The University of Auckland

Abstract

Radiotherapy has been a mainstream therapeutic method of cancer treatment for decades. Advances in the technology have allowed ionising radiation to be given with precision and accuracy. The widespread prescription of radiotherapy to cancer patients implies that even minor improvements in the treatment method can result in large number of successful prognoses. This thesis describes the syntheses and characterisation of cobalt(III) complexes that have been designed to counter the limitations of radiotherapy under hypoxic (low oxygen concentration) cell environments. Chapter I addresses the cause of tumour hypoxia and its impact on radiotherapy. It then describes how hypoxia can be exploited as a condition for prodrug activation and how products from the radiolysis of water can be utilised in the activation process.
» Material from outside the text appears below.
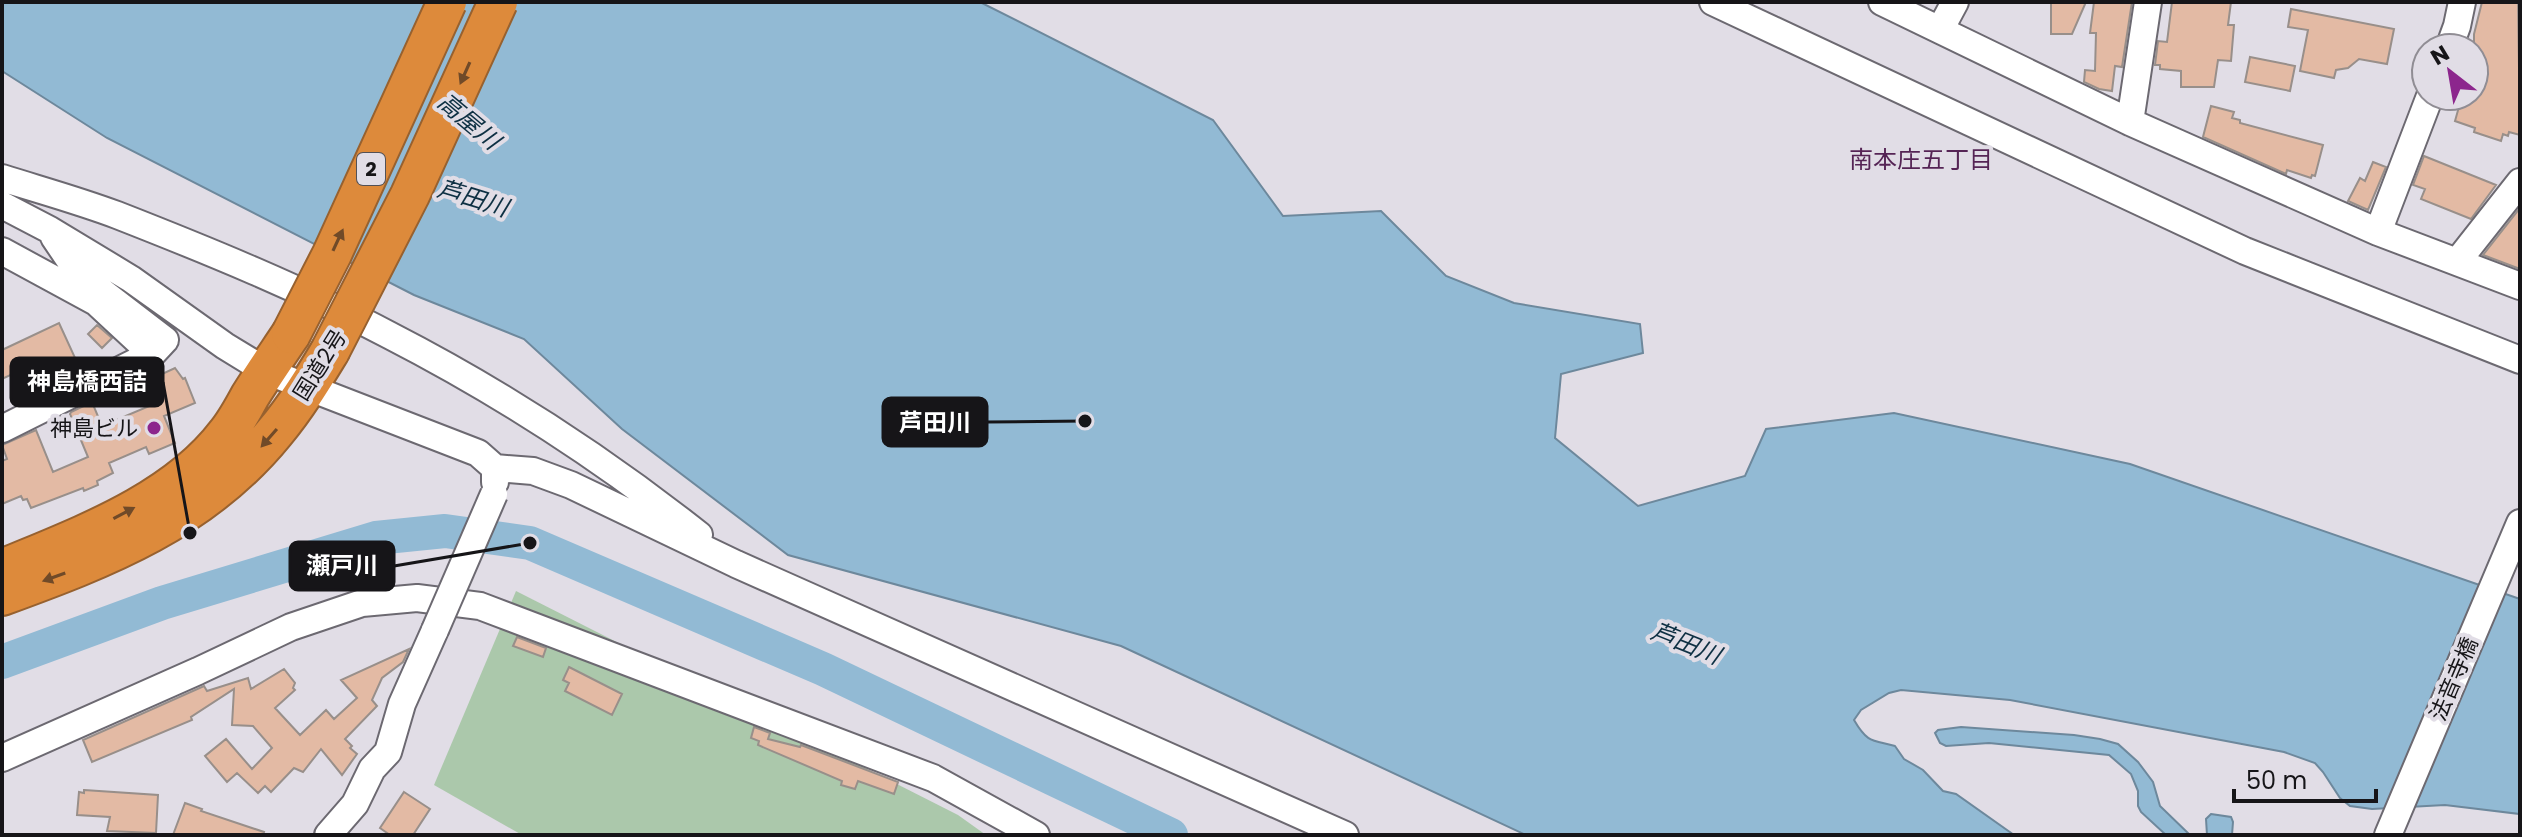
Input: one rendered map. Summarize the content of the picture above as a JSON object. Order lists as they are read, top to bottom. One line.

Examples of compounds prepared in previous studies from this laboratory and compounds reported in the literature are presented to demonstrate the prodrug concept. The design criteria for radiation activated prodrugs (RAPs) are discussed and the rationale behind the selection of each component presented. Chapters II, III, and IV describe the syntheses and characterisation of three generations of Cobalt(III) complexes designed as potential candidates for RAPs. The three generations of complexes differ by the macrocyclic ancillary ligands used. Chapter II discusses complexes of cyclen based ligands. Chapter III presents complexes containing cross-bridged macrocycles of cyclen or cyclam. Chapter IV investigates the novel complexes from 2,6-dioxocyclen and 5,12-dioxocyclam which incorporate amidate donor groups. The synthetic approach and difficulties encountered are discussed and resolutions presented. Preliminary evaluations for the first and the second generation prodrugs are outlined at the end of their respective chapters. Chapter V contains an overview of the syntheses covered in this thesis. The impacts of various features incorporated onto the macrocycle are compiled into tables, allowing comparisons to be drawn on the suitability of these complexes as RAP. Experimental procedures are detailed in Chapter VI.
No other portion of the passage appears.